In [1]:
import keras

  from ._conv import register_converters as _register_converters
Using TensorFlow backend.
  return f(*args, **kwds)


In [2]:
import pickle
import os
import re
import time

from keras import backend as K
import tensorflow as tf

import numpy as np
import keras
from keras.preprocessing.text import Tokenizer
from keras.preprocessing.sequence import pad_sequences
from nltk.stem import SnowballStemmer
from tqdm import tqdm

In [3]:
np.set_printoptions(linewidth=100, precision=4)

In [61]:
params = {
    "UTTERANCE_LENGTH": 60,
    "DISCUSSION_LENGTH": 48, #60,
    "NARRATION_LENGTH": 30,
    "MAX_WORDS_COUNT": 3000,
    "WORD_EMBEDDING_DIM": 32,
    "PEOPLE_EMBEDDING_DIM": 32,
    "VALIDATION_SPLIT": 0.2,
    "RECURRENT_UNITS_COUNT": 32,
    "PATIENCE": 2,
    "EPOCHS": 8,
    "BATCH_SIZE": 16, # not large because every sample is 300 words long
    "LR": 0.001,
    "MSE_LOSS_WEIGHT": 500,
}


TIME_STR = time.strftime("%Y%m%d-%H%M%S")
OUT_MODEL_PATH = os.path.join('./output/', "model-{}.h5".format(TIME_STR))
CHECKPOINT_PATH = os.path.join('./output/', "model-{}-checkpoint.h5".format(TIME_STR))
GLOVE_PATH = '/Users/perceval/Developpement/Data/glove.6B.100d/glove.6B.100d.txt'
DATA_PATH = 'corpus/dataset_dl.pkl'
SPLIT_REGEX = r"[@_\w]+|['.,!?;]"

### Load people

In [5]:
people = pickle.load(open("corpus/people.pkl", "rb"))

In [6]:
dataset = pickle.load(open("corpus/dataset-dl.pkl", "rb"))

In [7]:
dataset[0][0]

('My dear Mr_Bennet,  have you heard that Netherfield Park is let at last?',
 ' said his lady to him one day, ',
 ['Charlotte', 'Mrs_Bennet'],
 ['Mr_Bennet'],
 'Mrs_Bennet')

### Load data and process it (again !)

#### Tokenize text

We are going to stem the data, to make the vocabulary denser

In [8]:
def stem_sentence(stemmer, sentence, people_names):
    tokens = re.findall(SPLIT_REGEX, sentence)
    return [stemmer.stem(word) if word not in people_names else word for word in tokens]

In [9]:
stem_sentence(SnowballStemmer('english'), "Mr_Bennet is with Mrs_Bennet's daughter", [p['main'] for p in people])

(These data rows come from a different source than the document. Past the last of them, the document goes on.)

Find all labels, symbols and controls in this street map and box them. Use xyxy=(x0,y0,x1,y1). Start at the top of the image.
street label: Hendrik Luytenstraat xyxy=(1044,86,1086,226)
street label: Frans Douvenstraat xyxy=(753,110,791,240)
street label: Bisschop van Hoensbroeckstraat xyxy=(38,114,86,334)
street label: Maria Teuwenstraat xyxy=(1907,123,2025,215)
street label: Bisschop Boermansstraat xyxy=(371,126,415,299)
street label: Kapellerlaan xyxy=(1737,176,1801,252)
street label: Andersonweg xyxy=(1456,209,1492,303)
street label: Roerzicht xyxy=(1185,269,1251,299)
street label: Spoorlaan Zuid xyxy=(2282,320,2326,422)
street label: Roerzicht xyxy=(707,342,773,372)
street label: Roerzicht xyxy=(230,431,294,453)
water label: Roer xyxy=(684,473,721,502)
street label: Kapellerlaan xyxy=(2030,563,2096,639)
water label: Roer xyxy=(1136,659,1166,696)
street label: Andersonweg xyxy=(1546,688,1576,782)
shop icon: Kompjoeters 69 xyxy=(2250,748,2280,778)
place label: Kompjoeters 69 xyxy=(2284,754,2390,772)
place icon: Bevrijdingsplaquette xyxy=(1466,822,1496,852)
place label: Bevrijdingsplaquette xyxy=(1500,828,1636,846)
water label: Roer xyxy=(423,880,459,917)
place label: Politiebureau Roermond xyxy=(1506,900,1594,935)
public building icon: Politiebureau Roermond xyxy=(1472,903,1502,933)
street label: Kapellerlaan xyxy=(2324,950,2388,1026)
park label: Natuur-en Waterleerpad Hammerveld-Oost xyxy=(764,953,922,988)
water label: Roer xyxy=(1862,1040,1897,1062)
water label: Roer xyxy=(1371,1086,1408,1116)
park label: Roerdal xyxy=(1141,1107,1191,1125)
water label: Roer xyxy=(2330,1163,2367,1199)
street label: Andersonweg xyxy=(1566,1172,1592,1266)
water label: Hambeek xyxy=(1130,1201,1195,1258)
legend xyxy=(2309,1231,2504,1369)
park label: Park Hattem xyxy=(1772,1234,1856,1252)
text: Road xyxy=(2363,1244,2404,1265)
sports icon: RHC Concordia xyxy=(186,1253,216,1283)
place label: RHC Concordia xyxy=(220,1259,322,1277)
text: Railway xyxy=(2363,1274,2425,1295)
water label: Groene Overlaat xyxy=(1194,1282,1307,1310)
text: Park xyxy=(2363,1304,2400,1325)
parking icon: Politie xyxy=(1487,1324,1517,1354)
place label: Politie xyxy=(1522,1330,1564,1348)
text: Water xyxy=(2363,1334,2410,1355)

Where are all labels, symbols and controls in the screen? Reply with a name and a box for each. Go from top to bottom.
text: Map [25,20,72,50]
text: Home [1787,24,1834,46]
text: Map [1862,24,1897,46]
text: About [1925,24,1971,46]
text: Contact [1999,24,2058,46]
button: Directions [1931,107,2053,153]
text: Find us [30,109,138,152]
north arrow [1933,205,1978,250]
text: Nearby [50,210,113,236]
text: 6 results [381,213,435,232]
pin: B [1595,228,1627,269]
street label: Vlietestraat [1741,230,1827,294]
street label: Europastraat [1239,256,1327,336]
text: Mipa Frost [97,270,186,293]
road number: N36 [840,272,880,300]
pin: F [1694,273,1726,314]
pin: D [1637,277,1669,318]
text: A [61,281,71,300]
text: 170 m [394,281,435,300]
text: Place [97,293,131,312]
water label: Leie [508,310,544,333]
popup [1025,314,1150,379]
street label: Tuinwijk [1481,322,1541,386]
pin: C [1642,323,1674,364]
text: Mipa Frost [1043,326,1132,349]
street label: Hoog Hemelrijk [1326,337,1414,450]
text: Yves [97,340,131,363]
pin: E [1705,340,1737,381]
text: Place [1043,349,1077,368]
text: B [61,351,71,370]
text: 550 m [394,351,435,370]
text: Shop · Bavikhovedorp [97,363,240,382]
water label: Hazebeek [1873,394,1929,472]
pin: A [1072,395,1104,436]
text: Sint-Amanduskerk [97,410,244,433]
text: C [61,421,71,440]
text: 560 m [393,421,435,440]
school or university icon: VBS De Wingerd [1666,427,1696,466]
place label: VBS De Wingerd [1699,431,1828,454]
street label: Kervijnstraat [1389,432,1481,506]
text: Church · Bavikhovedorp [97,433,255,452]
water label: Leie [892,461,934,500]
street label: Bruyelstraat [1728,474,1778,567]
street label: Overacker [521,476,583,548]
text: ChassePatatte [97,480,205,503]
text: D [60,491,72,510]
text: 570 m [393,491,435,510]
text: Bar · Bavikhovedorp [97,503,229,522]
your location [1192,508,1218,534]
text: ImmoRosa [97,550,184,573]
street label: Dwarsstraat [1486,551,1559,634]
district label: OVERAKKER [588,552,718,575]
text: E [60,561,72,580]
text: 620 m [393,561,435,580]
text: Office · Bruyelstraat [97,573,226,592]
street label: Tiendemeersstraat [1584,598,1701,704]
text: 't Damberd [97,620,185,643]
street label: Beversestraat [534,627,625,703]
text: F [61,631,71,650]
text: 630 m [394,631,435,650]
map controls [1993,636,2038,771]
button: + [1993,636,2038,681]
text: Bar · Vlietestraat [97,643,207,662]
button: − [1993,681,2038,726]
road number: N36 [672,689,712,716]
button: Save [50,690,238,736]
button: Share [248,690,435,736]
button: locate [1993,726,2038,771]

['Mr_Bennet', 'is', 'with', 'Mrs_Bennet', "'", 's', 'daughter']

In [10]:
def pad(list, length, default):
    """Pads the `list`, adding `default` as many times as necessary to reach the provided `length`"""
    if length is None:
        return list
    return  [list[i] if i < len(list) else default for i in range(length)]

In [50]:
def make_data(dataset, people, verbose=2, utterance_length=8, narration_length=None, discussion_length=None):
    """Tokenizes, stems and transform into to ids the provided `dataset`
    """
    people_main = [p['main'] for p in people]
    
    stemmer = SnowballStemmer('english')

    stemmed_samples = [
        [(stem_sentence(stemmer, utterance[0], people_main), # utterance part
          stem_sentence(stemmer, utterance[1], people_main), # narration part
          utterance[2], # potential subjects
          utterance[3], # potential destinator
          utterance[4]) # label
         for utterance in discussion]
        for discussion in (tqdm(dataset, desc="Text words stemming")
                           if verbose > 1 else dataset)]
    
    words = [word
             for discussion in stemmed_samples
             for utterance in discussion
             for text in (utterance[0], utterance[1])
             for word in text]
    # Fit the tokenizer on train texts
    word_index, word_counts = np.unique(words, return_counts=True)
    new_indices = sorted(range(len(word_index)), key=lambda i: "0"+word_index[i] if word_index[i] in people_main else "1"+word_index[i])
    word_index = word_index[new_indices]
    word_counts = word_counts[new_indices]
    
    inverse_words = {v: i+2 for i, v in enumerate(word_index)}
    inverse_people = {v: i for i, v in enumerate(people_main)}

    # Convert them to indices and truncate them if they are too large
    tokenized_samples = [
        # Pad the discussion so that its length matches `discussion_length`
        pad([(pad([inverse_words.get(w, 1) for w in utterance[0]], utterance_length, 0),
              pad([inverse_words.get(w, 1) for w in utterance[1]], narration_length, 0),
              [inverse_people.get(p, 0) for p in utterance[2]],
              [inverse_people.get(p, 0) for p in utterance[3]],
              inverse_people.get(utterance[4], -1)+1)
              for utterance in discussion if utterance[4] in inverse_people],
             length=discussion_length,
             default=([0]*(utterance_length or 0), # empty utterance
                      [0]*(narration_length or 0), # empty narration,
                      [], # no target hint
                      [], # no target hint
                      0, # default non-character id
             ))
        for discussion in (tqdm(stemmed_samples, desc="Text/targets to ids mapping")
                           if verbose > 1 else stemmed_samples)]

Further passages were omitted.